Maryland stands alone among states in how much power it gives the governor in its budget process. Only a handful of states limit the ability of the legislature to increase spending. And Maryland is the only state in which only the governor can directly add items or amounts to the budget.
Section 52 of Article III of the Maryland Constitution prohibits the General Assembly from increasing any budget item, adding any new appropriations to the governor’s budget for Executive Branch agencies, or moving funds from one program to another.
Maryland legislators are limited in their budgetary power to reduce or eliminate appropriations from governors’ proposed budgets. And the General Assembly cannot increase programmatic funding unless lawmakers create a new revenue source.
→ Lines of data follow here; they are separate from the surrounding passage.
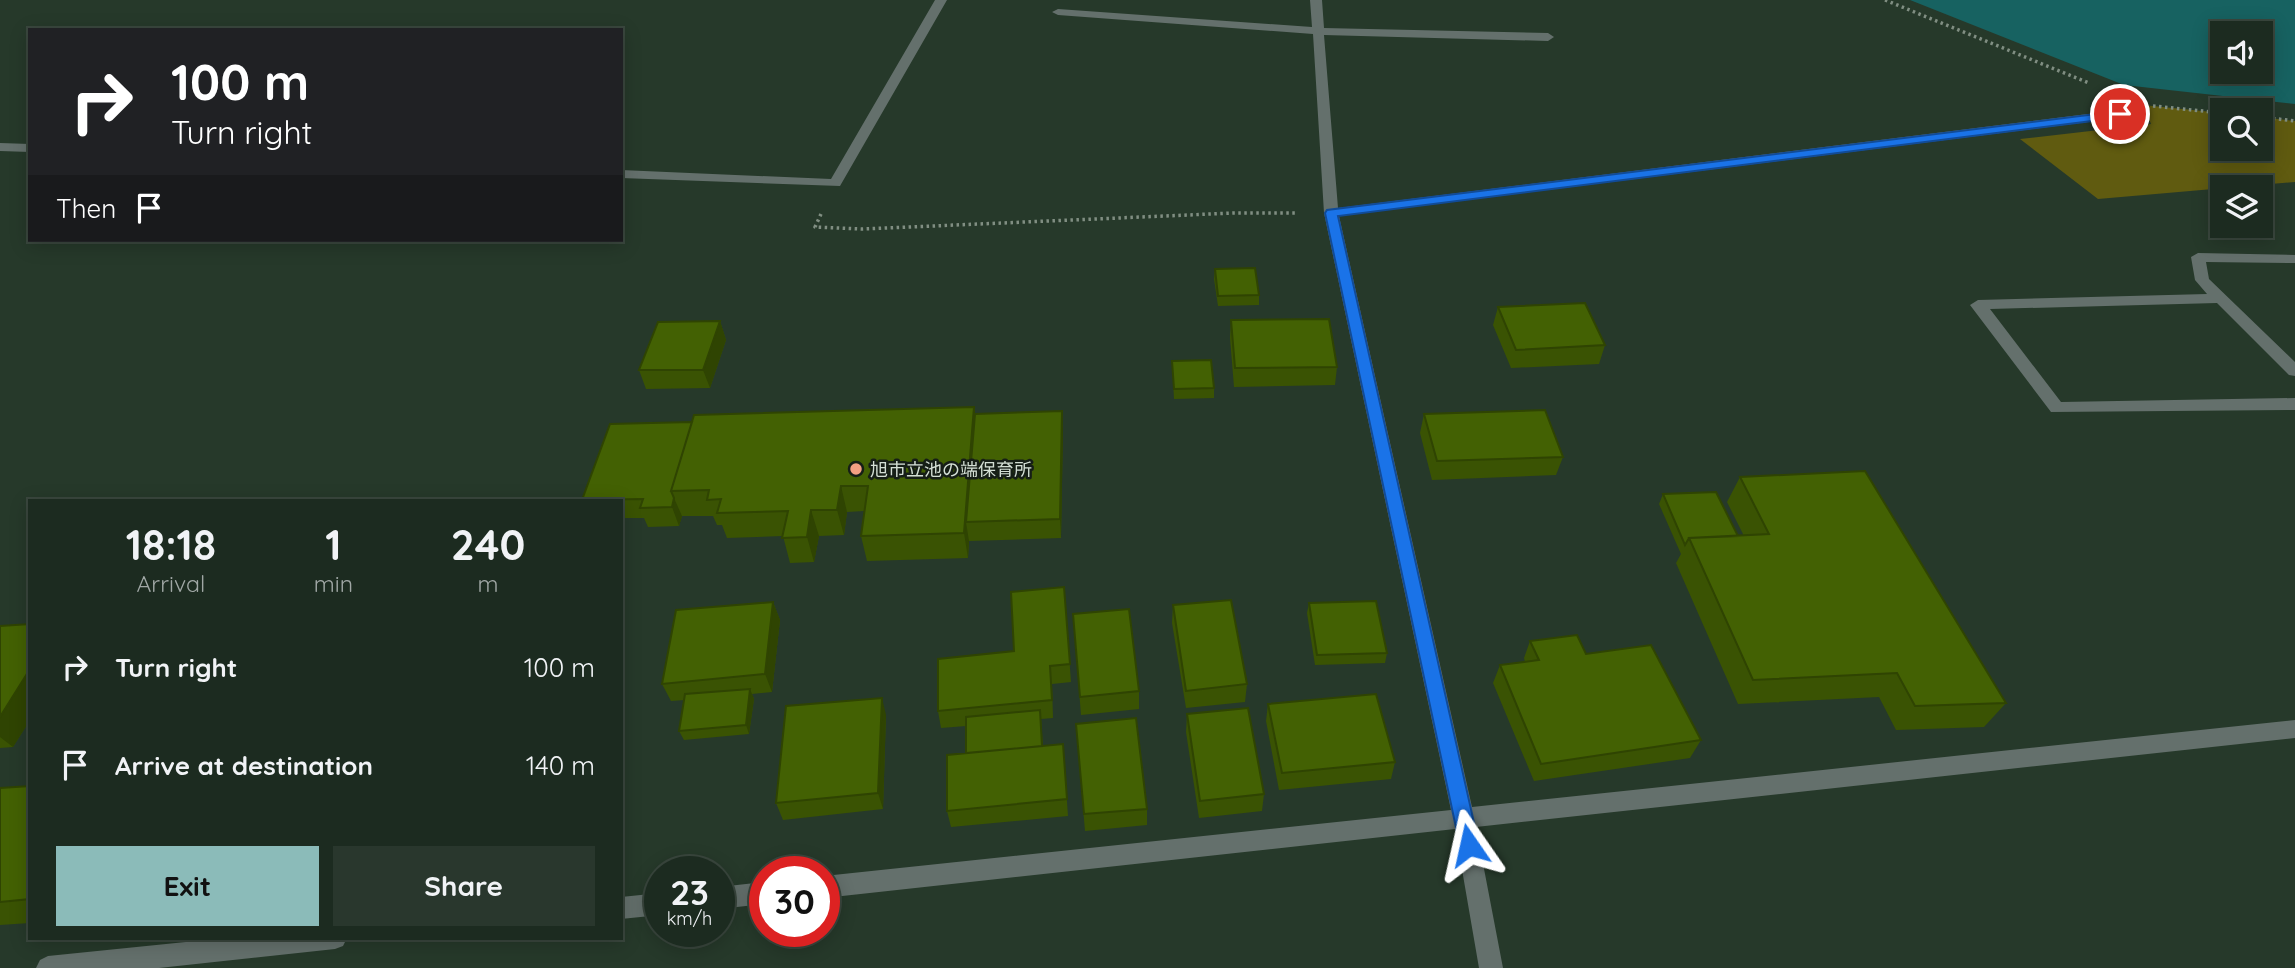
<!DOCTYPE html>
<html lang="en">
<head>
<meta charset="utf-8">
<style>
	body { margin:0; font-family:Quicksand,"Noto Sans JP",sans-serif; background:#29372d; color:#f1f3f6; height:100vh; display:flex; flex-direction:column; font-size:26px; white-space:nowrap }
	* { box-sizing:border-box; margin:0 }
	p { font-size:23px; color:#a0a7a5 }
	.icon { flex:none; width:38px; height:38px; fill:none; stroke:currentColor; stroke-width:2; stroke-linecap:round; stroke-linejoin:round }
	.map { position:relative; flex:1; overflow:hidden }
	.panel { position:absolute; left:28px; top:499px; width:595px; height:441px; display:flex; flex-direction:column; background:#1c2b20; border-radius:0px; box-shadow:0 4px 18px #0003,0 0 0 2px #3a473e }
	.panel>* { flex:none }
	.top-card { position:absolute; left:28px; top:28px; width:595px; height:214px; border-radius:0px; box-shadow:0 4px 18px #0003,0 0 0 2px #3a473e; background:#202124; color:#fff; overflow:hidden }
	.buttons { position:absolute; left:2210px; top:21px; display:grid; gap:14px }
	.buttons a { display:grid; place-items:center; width:63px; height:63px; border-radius:0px; background:#1c2b20; box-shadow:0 4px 18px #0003,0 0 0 2px #3a473e; font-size:35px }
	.speed { position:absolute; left:644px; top:856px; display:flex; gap:14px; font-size:35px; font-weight:700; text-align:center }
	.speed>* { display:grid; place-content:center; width:91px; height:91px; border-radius:50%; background:#1c2b20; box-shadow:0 4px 18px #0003,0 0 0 2px #3a473e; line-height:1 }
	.speed small { font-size:18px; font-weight:400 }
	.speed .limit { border:10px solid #d22; background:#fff; color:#111 }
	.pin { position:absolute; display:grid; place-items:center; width:60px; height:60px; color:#fff; margin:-30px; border:4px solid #fff; border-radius:50%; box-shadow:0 2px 7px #0007 }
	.me { position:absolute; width:77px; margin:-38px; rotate:349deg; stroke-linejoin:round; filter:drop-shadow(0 0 5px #0008) }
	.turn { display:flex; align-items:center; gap:24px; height:147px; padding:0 28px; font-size:32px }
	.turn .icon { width:91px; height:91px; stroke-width:2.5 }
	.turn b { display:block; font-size:49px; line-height:60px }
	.then { display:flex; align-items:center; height:66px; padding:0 28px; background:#0003; gap:14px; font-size:26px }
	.eta { display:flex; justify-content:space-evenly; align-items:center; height:119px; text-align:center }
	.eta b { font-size:42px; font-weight:800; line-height:49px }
	.cta { display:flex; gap:14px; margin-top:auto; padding:14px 28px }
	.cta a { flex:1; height:80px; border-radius:0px; background:#8bbbb9; color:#111; font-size:28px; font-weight:800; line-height:80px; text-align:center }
	.cta a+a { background:#29372d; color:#f1f3f6 }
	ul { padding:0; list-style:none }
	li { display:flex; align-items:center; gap:21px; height:98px; padding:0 28px }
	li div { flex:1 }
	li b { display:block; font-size:26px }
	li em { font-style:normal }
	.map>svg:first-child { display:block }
	.green { fill:#605b10 }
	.water { fill:#176261; fill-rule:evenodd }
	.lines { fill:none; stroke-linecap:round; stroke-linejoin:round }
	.path { stroke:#808e82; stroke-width:3.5; stroke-dasharray:2.5 3.5; stroke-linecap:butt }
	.minor { fill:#64706c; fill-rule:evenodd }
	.wall { fill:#3a5303 }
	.shaded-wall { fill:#2f4402 }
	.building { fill:#436103; stroke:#2f4402; stroke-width:2 }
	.route { fill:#1a73e8; stroke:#114b97; stroke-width:2 }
	.poi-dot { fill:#f39f82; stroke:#161e17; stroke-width:2.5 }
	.labels { text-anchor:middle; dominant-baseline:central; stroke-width:5; stroke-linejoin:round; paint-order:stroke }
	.poi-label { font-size:18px; fill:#d4dfd5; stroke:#161e17; text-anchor:start }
</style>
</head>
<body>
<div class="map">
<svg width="2295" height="968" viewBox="0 0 2295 968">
	<rect width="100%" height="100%" fill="#26392a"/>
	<path class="green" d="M2143,105l79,8v36h39v-32l34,4v61l-197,17 -78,-60 131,-15z"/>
	<path class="water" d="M1910,0h385v104l-171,-19zM2222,33h39v39h-39z"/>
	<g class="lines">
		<path class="path" d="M1885,0l204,83
			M2153,106l69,7
			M2261,117l34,4
			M821,214l-6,13 48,2 371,-16h61"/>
		<path class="minor" d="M935,0h12l-107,186 -219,-8v-8l210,9z
			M1310,0h12l2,28 224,5 6,4 -6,4 -224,-6 14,173 782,-98 6,4 -6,4 -781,98 133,591 823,-87v18l-819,89 27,141h-24l-24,-139 -631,69v-22l627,-66 -127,-597 -11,-179 -255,-19 -6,-3 6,-3 254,18z
			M0,143l30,1v8l-30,-1z
			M2198,253l97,2v8l-89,-1 3,17 86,83v14l-6,-1 -72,-72 -227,6 71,93 234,-4v12l-244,2 -81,-107 8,-5 229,-6 -12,-14 -4,-23z
			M765,882v22l-46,5v-22z
			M660,893v22l-39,4v-22z
			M225,938h122l-4,8 -8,3 -176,19h-123l4,-8 8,-4z"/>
	</g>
	<path class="wall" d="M1215,269l44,26v10l-41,1 -4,-27z
		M1498,307l107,38 -6,19 -88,4 -18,-43z
		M1231,320l106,47 -2,18 -101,2 -4,-49z
		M720,321l6,19 -16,48 -64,1 -7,-19z
		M1172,361l42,27v10l-40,1z
		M974,407l1,7 88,16 -2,108 -92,3 -1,17 -101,3 -6,-25 3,-25 -17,1 -3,23 -25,1 -5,26 -24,1 -7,-27 -56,2 -5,-13h-5l-4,-9h-31l-3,10 -31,1 -4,-9h-23v-18h-39l110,-78z
		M1424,414l139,43 -7,18 -124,5 -12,-47z
		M1740,477l266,226 -22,24 -88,3 -17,-33 -141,7 -62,-141 5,-9 -22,-50 4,-10 75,42h6l-17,-34z
		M1064,587l7,95 -19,2 1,34 -12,1 2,27 20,-2 5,72 -117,11 -4,-16 19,-58v-27l-25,2 -3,-17 76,-60z
		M773,602l7,18 -8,72 -20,2 2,5 -5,35 -65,6 -5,-9 6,-31 -14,1 -9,-17z
		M1309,603l78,50 -2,10 -70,2 -8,-52z
		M1173,605l74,79 -2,18 -59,6 -14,-85z
		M1073,614l66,77v18l-58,6z
		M30,624v96l-17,27 -13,1v-122z
		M1530,641l56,13 115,86 -11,18 -156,23 -41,-98 7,-18 25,-3 -1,-4z
		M1268,704l127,58 -4,17 -112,11 -13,-69z
		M1187,714l77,80 -2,17 -63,7 -13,-86z
		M886,715l-3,94 -100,11 -7,-17z
		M1076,724l71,85v16l-62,6z
		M30,786v137l-30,2v-137z"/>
	<path class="shaded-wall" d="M720,321l6,19 -16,48 -7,-18z
		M974,407l4,26 -12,89 3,19 -1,17 -4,-25z
		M1062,411l1,19 -2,108 -1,-19z
		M841,486l6,26 -3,23 -7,-25z
		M674,498l8,18 -3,10 -7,-19z
		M811,510l8,26 -5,26 -7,-25z
		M773,602l7,18 -8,72 -7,-18z
		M30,669v51l-17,27 -13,-10v-20z
		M750,689l4,10 -5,35 -3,-9z
		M882,698l4,17 -3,94 -5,-16z"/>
	<path class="building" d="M1255,268l4,27 -41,1 -3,-27z
		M1585,303l20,42 -89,5 -18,-43z
		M1329,319l8,48 -102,1 -4,-48z
		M720,321l-17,49h-64l19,-48z
		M1211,360l3,28 -40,1 -2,-28z
		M974,407l-10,126 -103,3 7,-50h-27l-4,24h-26l-4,27 -25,1 6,-27 -71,2 4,-14 -14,1 2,-10 -38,1 23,-76z
		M1545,410l18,47 -126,4 -13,-47z
		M1062,411l-2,108 -94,3 9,-108z
		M692,422l-21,69 3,7 -2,9 -32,1 3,-9 -61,1 28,-76z
		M1865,471l141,232 -91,3 -18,-33 -144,7 -64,-142 80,-4 -29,-57z
		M1716,492l22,44 -49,2 -4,7 -22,-51z
		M1064,587l6,77 -20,2 2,34 -114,11v-52l76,-8 -3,-59z
		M1231,600l16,84 -61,7 -13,-86z
		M1376,601l11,52 -70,2 -8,-52z
		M773,602l-8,72 -103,10 14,-74z
		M1129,609l10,82 -59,6 -7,-83z
		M30,624v45l-30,48v-91z
		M1577,635l9,19 65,-9 50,95 -160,24 -41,-99 39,-5 -9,-19z
		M750,689l-4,36 -67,6 6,-37z
		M1376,694l19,68 -113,11 -14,-69z
		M882,698l-4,95 -102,10 10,-97z
		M1248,708l16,86 -64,7 -13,-87z
		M1040,710l2,36 -76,7v-36z
		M1136,718l11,91 -63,5 -8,-90z
		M1063,744l4,55 -120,12v-56z
		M30,786v113l-30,3v-114z"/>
	<path class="route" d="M2120,111l4,1v5l-786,99 141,629 -3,6 -7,3 -8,-3 -136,-638 2,-3z"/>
	<circle class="poi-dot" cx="856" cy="469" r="7"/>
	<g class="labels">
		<g class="poi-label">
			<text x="870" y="469">旭市立池の端保育所</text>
		</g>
	</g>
</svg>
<div class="buttons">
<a><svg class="icon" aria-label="sound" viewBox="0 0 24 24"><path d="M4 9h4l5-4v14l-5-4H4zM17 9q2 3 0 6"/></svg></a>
<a><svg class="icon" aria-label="search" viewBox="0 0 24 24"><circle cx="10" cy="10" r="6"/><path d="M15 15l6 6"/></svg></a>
<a><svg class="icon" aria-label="layers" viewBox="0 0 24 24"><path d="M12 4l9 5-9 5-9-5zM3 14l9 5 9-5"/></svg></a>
</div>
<div class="speed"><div>23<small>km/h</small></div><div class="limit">30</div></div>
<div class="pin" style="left:2120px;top:114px;background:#d93025"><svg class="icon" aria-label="arrive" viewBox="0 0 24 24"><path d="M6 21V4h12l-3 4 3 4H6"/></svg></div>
<svg class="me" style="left:1469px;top:845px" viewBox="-20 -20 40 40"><path d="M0-17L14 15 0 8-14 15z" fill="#1a73e8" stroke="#fff" stroke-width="4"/></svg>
<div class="top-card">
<div class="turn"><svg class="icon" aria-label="right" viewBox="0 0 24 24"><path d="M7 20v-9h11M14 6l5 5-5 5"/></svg><div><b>100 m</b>Turn right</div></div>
<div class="then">Then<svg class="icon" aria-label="arrive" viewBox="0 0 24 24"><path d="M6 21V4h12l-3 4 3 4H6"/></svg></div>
</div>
<section class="panel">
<div class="eta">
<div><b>18:18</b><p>Arrival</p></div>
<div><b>1</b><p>min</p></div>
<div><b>240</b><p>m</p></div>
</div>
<ul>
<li><svg class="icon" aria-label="right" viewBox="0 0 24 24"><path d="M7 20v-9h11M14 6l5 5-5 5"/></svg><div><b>Turn right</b></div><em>100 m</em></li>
<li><svg class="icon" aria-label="arrive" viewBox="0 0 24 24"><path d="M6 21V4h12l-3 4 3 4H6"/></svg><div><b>Arrive at destination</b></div><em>140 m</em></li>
</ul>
<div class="cta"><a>Exit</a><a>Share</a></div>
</section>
</div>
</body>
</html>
But, starting with the fiscal 2024 budget, state lawmakers will have more say in the operating budget. In 2020, voters approved a Constitutional Amendment to allow state lawmakers to move items around in the budget. In turn, the governor will have line-item veto power for the operating budget. Under current law, the governor may only line-item veto parts or all of the capital budget.
Starting with the fiscal 2024 budget:
- The General Assembly may now increase, reduce, or add to the budget. The General Assembly may also restrict funding for different purposes.
- The legislature must pass a budget equal to or less than the budget proposed by the governor. Any restricted or fenced-off funding is left to the governor’s discretion to release.
- Under the new constitutional amendment, the governor may issue line-item vetoes on items that the General Assembly added to the budget.
- The General Assembly must still enact a balanced budget.